O psicanalista Contardo Calligaris busca mais que o tempo contemplativo, à espera do passar das horas. Ele quer mesmo é se deixar seduzir pelas demandas da vida
O psicanalista Contardo Calligaris busca mais que o tempo contemplativo, à espera do passar das horas. Ele quer mesmo é se deixar seduzir pelas demandas da vida.
Psicanalista, doutor em psicologia clínica, colunista, autor de 11 livros, Contardo Calligaris é um pensador do mundo contemporâneo. Ao ritmo já acelerado de atendimento aos seus pacientes, em São Paulo, ele acrescentou a atividade de roteirista (ao lado de Thiago Dottori) e diretor geral da série Psi, produção original da HBO Latin America que está em sua segunda temporada. Para ele, desacelerar não é uma necessidade. O que Contardo busca é o tempo e a disponibilidade para ser seduzido pela aventura, como ele mesmo explica em uma conversa sobre as questões do tempo.
Você nasceu em Milão, na Itália, e viveu em diversos lugares do mundo. Suíça, Estados Unidos, Brasil são só alguns deles. Cada lugar tem seu tempo, seu ritmo próprio?
Cada época da minha vida tem tempos diferentes. Os lugares nos quais eu vivia se confundem um pouco com o momento da minha vida. Mas, sem dúvida, de Nova York me ficou uma tremenda dificuldade com tempo desperdiçado. É engraçado falar isso para uma revista que as pessoas leem justamente quando têm de esperar. Sou tremendamente intolerante com esperas.
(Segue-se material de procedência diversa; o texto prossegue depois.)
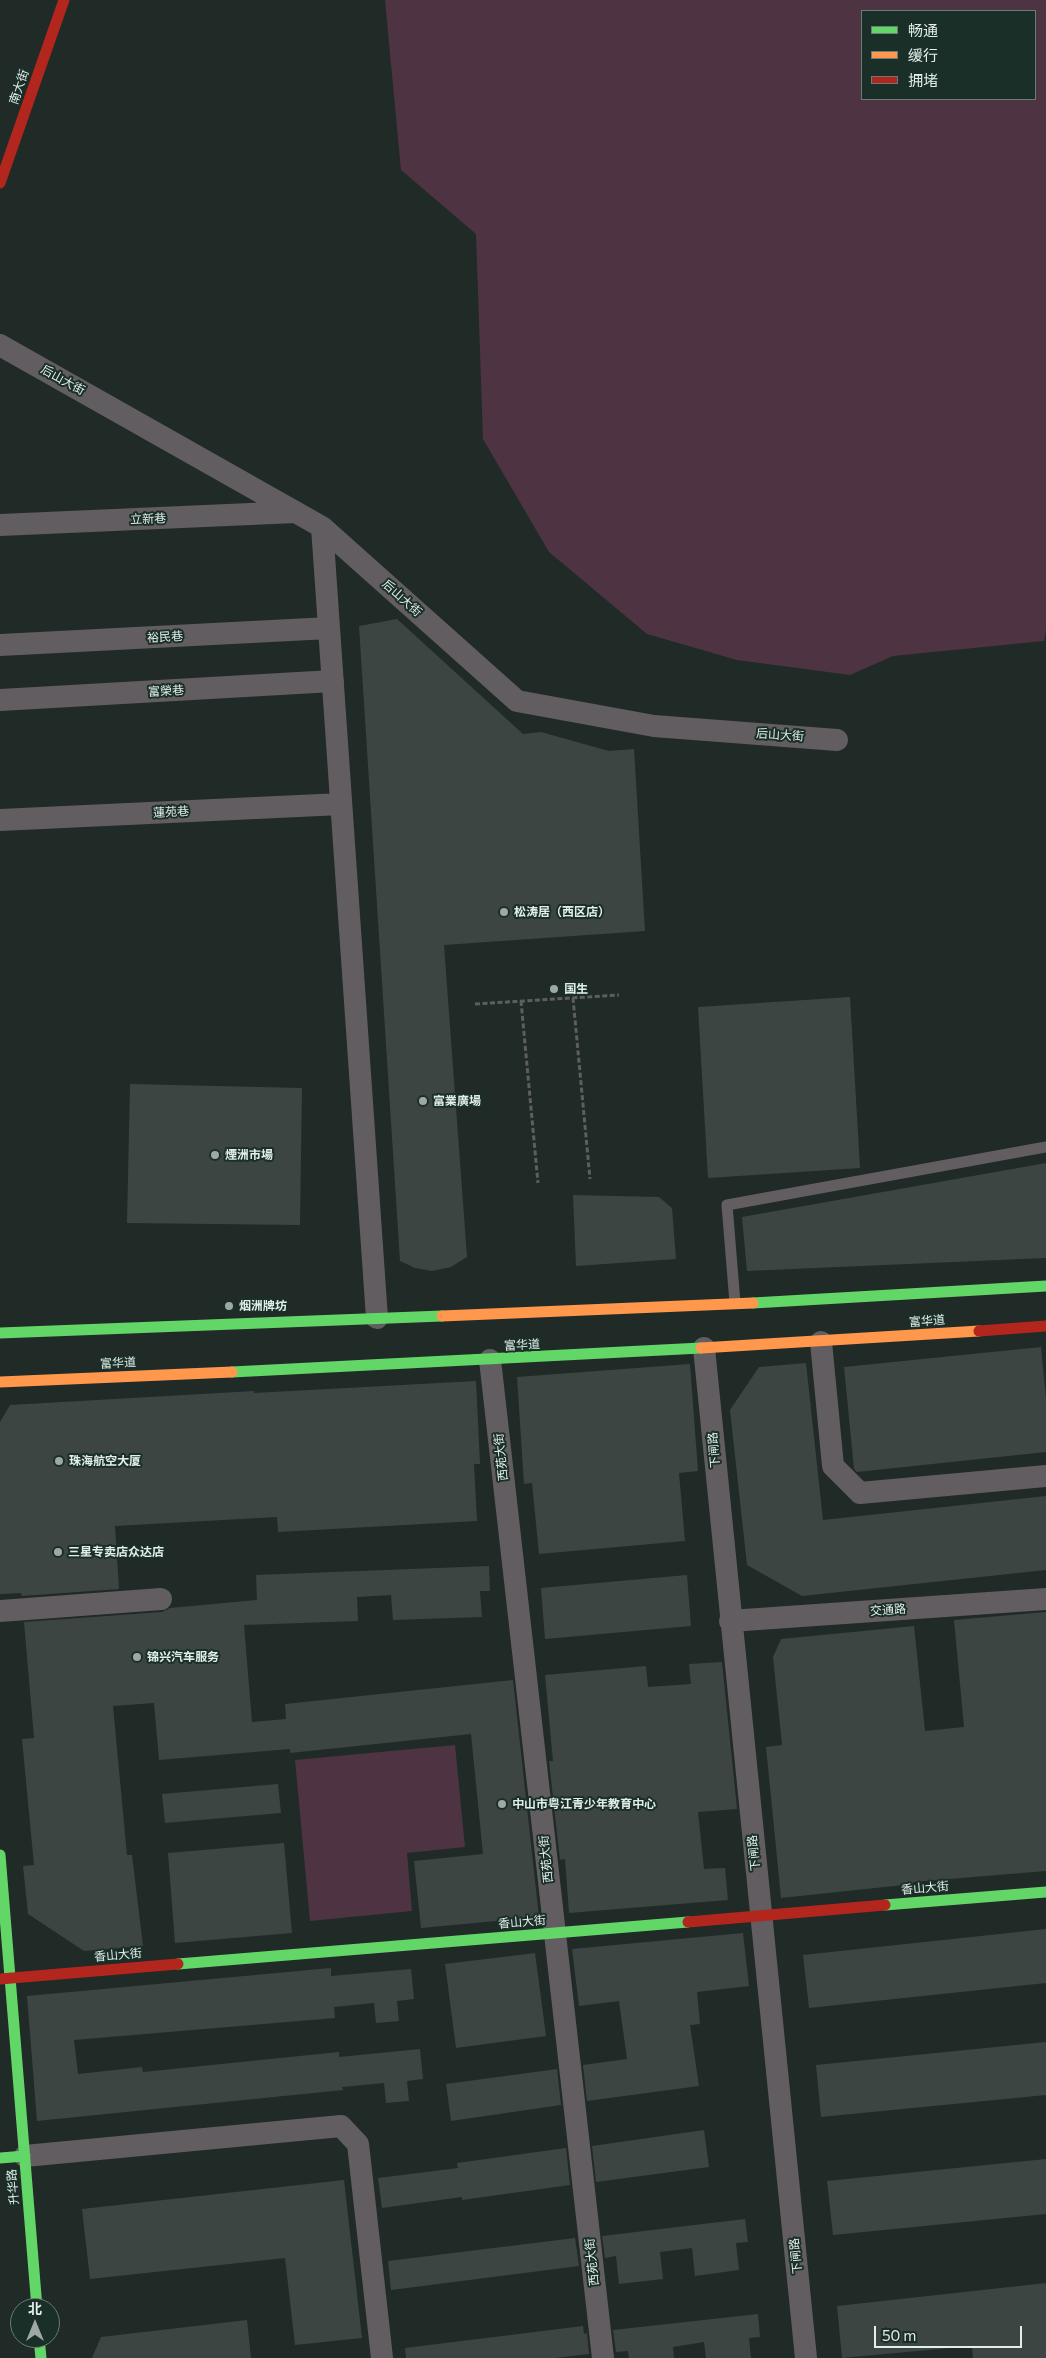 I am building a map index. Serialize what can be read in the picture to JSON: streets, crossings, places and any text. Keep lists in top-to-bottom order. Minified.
{"streets":{"main road":["南大街","富华道","香山大街","升华路"],"street":["后山大街","立新巷","裕民巷","富榮巷","蓮苑巷","下闸路","西苑大街","交通路"]},"crossings":[["后山大街","立新巷"],["富华道","下闸路"],["富华道","西苑大街"],["下闸路","交通路"],["下闸路","香山大街"],["西苑大街","香山大街"],["香山大街","升华路"]],"places":["松涛居（西区店）","国生","富業廣場","煙洲市場","烟洲牌坊","珠海航空大厦","三星专卖店众达店","锦兴汽车服务","中山市粤江青少年教育中心"],"legend":["畅通","缓行","拥堵"],"scale_bar":"50 m","north":"top"} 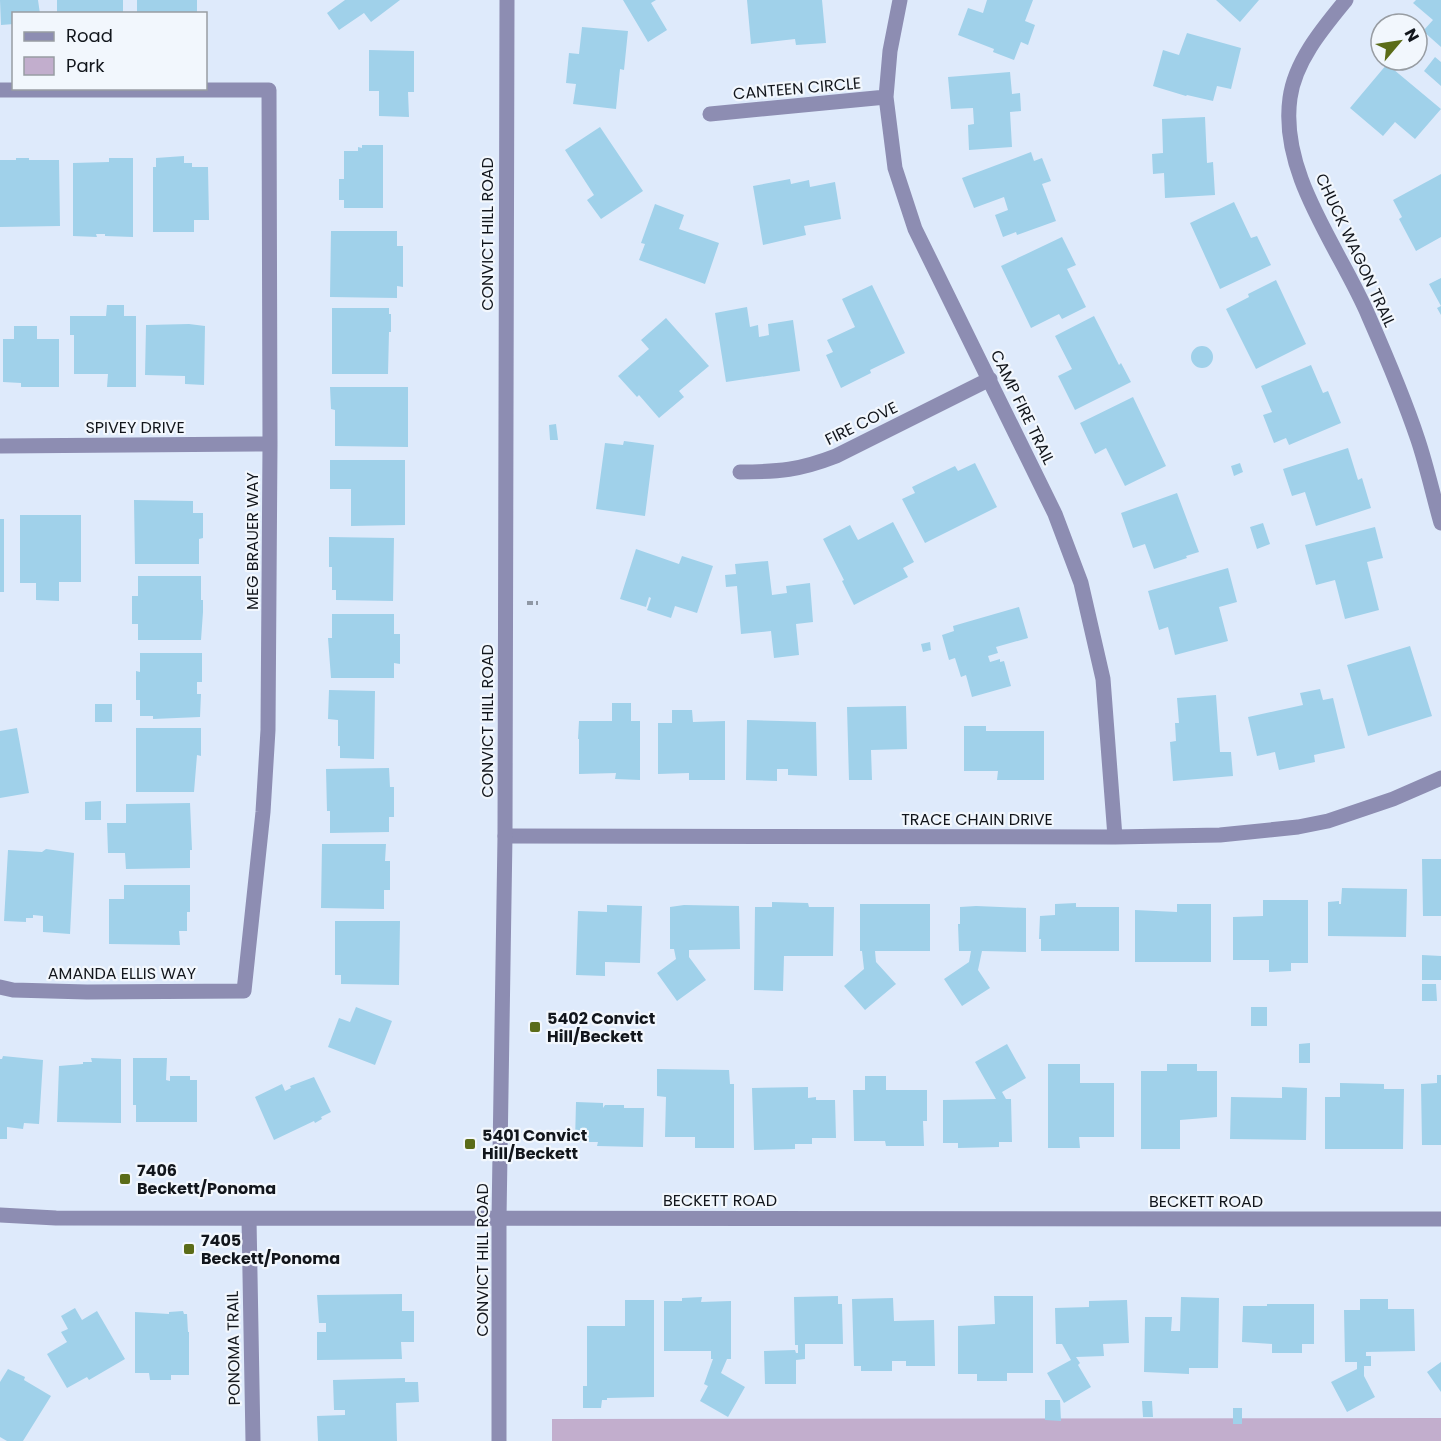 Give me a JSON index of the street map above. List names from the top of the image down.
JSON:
{
  "streets": {
    "street": [
      "CANTEEN CIRCLE",
      "CONVICT HILL ROAD",
      "CHUCK WAGON TRAIL",
      "CAMP FIRE TRAIL",
      "FIRE COVE",
      "SPIVEY DRIVE",
      "MEG BRAUER WAY",
      "TRACE CHAIN DRIVE",
      "AMANDA ELLIS WAY",
      "BECKETT ROAD",
      "PONOMA TRAIL"
    ]
  },
  "crossings": [
    ["CANTEEN CIRCLE", "CAMP FIRE TRAIL"],
    ["CONVICT HILL ROAD", "TRACE CHAIN DRIVE"],
    ["CONVICT HILL ROAD", "BECKETT ROAD"],
    ["CAMP FIRE TRAIL", "FIRE COVE"],
    ["CAMP FIRE TRAIL", "TRACE CHAIN DRIVE"],
    ["SPIVEY DRIVE", "MEG BRAUER WAY"],
    ["MEG BRAUER WAY", "AMANDA ELLIS WAY"],
    ["BECKETT ROAD", "PONOMA TRAIL"]
  ],
  "places": {
    "transit": [
      "5402 Convict Hill/Beckett",
      "5401 Convict Hill/Beckett",
      "7406 Beckett/Ponoma",
      "7405 Beckett/Ponoma"
    ]
  },
  "legend": ["Road", "Park"],
  "north": "top right"
} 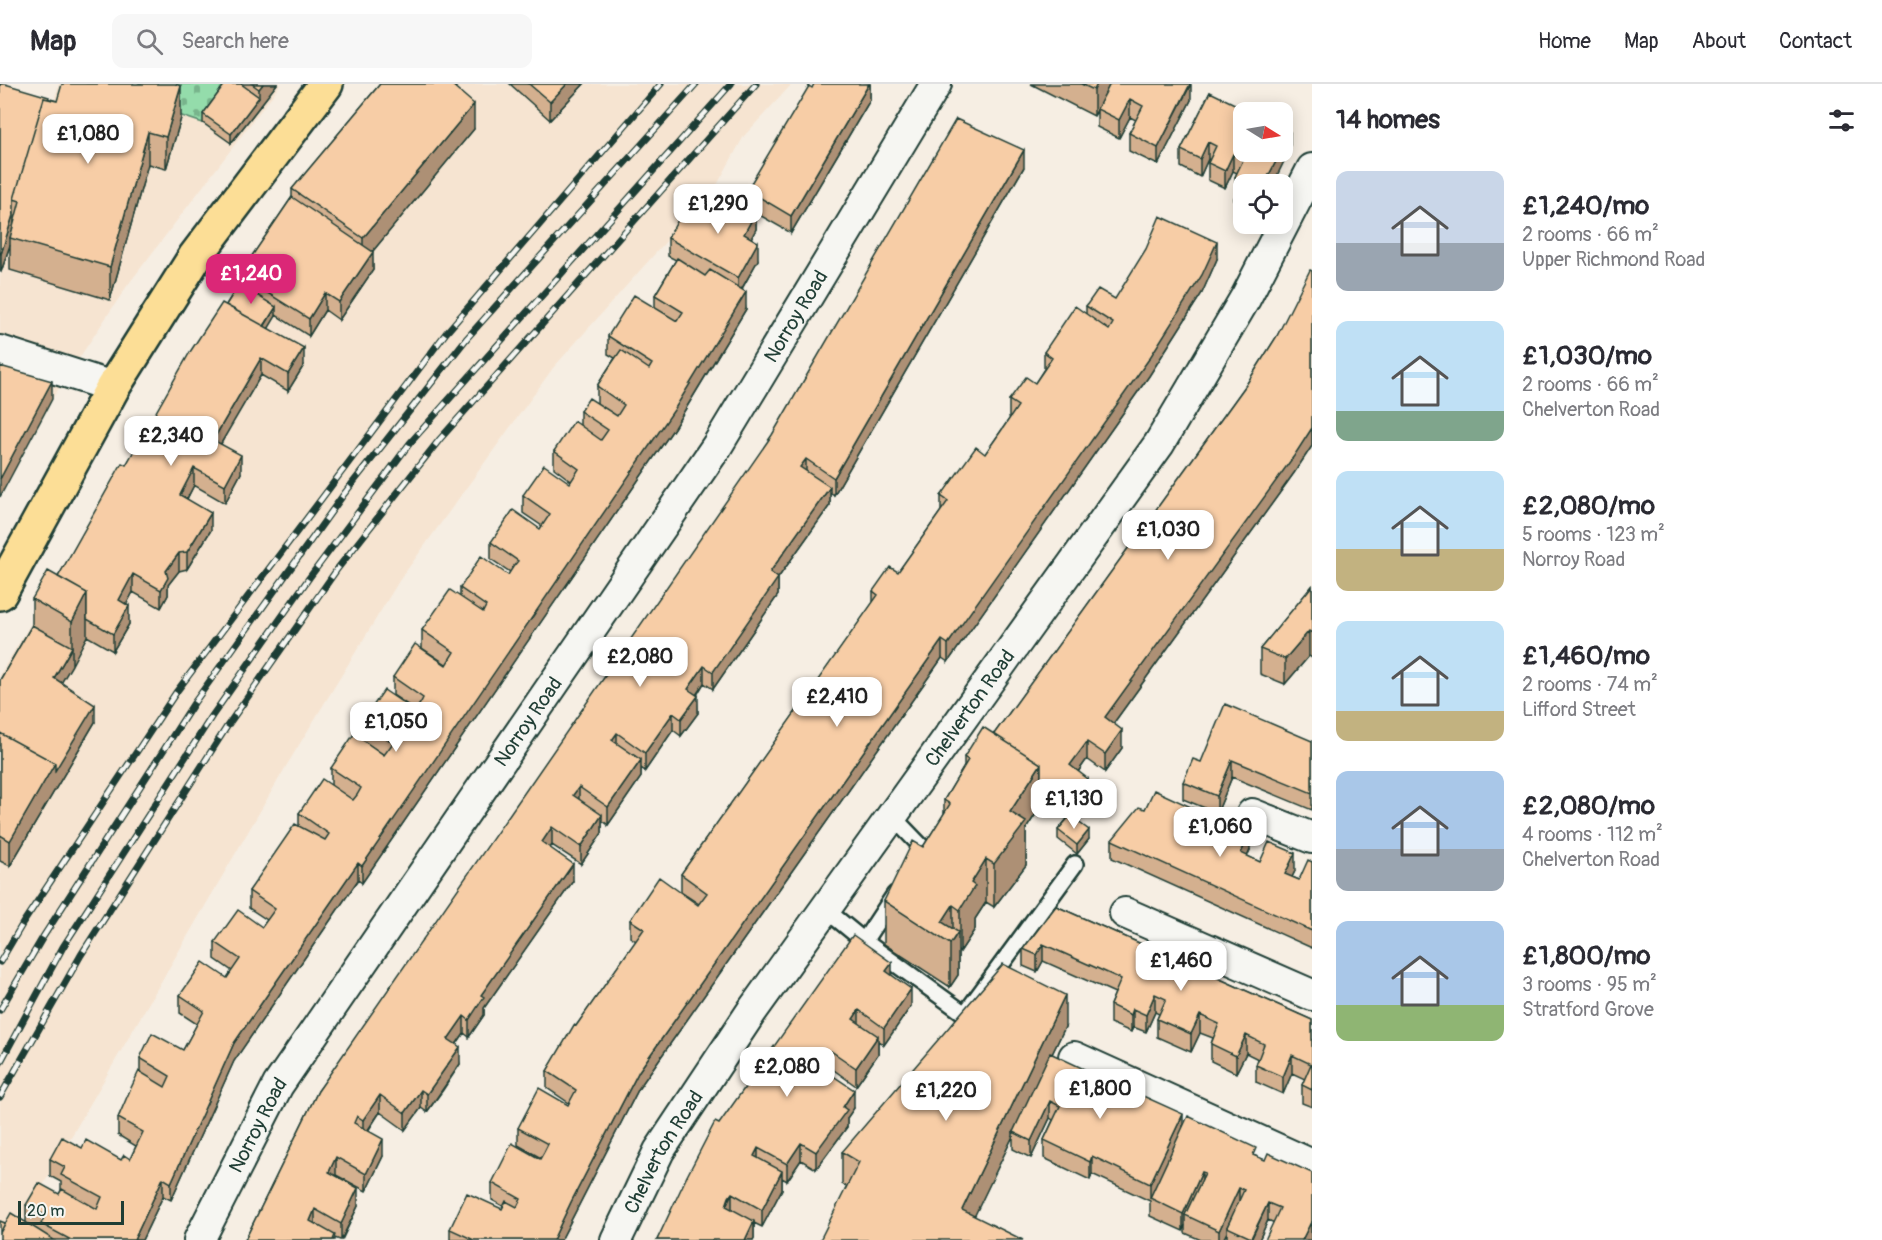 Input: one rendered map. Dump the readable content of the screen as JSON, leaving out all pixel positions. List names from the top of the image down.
{
  "streets": {
    "street": ["Norroy Road", "Chelverton Road"]
  },
  "scale_bar": "20 m",
  "north": "right",
  "page": {
    "header": "Map",
    "search": "Search here",
    "nav": [
      "Home",
      "Map",
      "About",
      "Contact"
    ],
    "heading": "14 homes",
    "price": [
      "£1,080",
      "£1,290",
      "£1,240",
      "£2,340",
      "£1,030",
      "£2,080",
      "£2,410",
      "£1,050",
      "£1,130",
      "£1,060",
      "£1,460",
      "£2,080",
      "£1,800",
      "£1,220"
    ],
    "list": [
      {
        "name": "£1,240/mo",
        "note": "2 rooms · 66 m² · Upper Richmond Road"
      },
      {
        "name": "£1,030/mo",
        "note": "2 rooms · 66 m² · Chelverton Road"
      },
      {
        "name": "£2,080/mo",
        "note": "5 rooms · 123 m² · Norroy Road"
      },
      {
        "name": "£1,460/mo",
        "note": "2 rooms · 74 m² · Lifford Street"
      },
      {
        "name": "£2,080/mo",
        "note": "4 rooms · 112 m² · Chelverton Road"
      },
      {
        "name": "£1,800/mo",
        "note": "3 rooms · 95 m² · Stratford Grove"
      }
    ],
    "scale": "20 m"
  }
}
Se não vejo razões pelas quais a espera é necessária, vou embora. E Nova York é um lugar onde há menos tolerância para isso. As pessoas chegam a ser grosseiras, coisa que eu adoro. Você termina de ser atendido e a pessoa, antes de você sair da frente, já está chamando “neeext”, e os outros vêm quase empurrando você para fora. Em supermercado, eu não aguento que a pessoa do caixa ajude o outro a empacotar em vez de atender o seguinte. Que o cara empacote sozinho. Fico irritadíssimo.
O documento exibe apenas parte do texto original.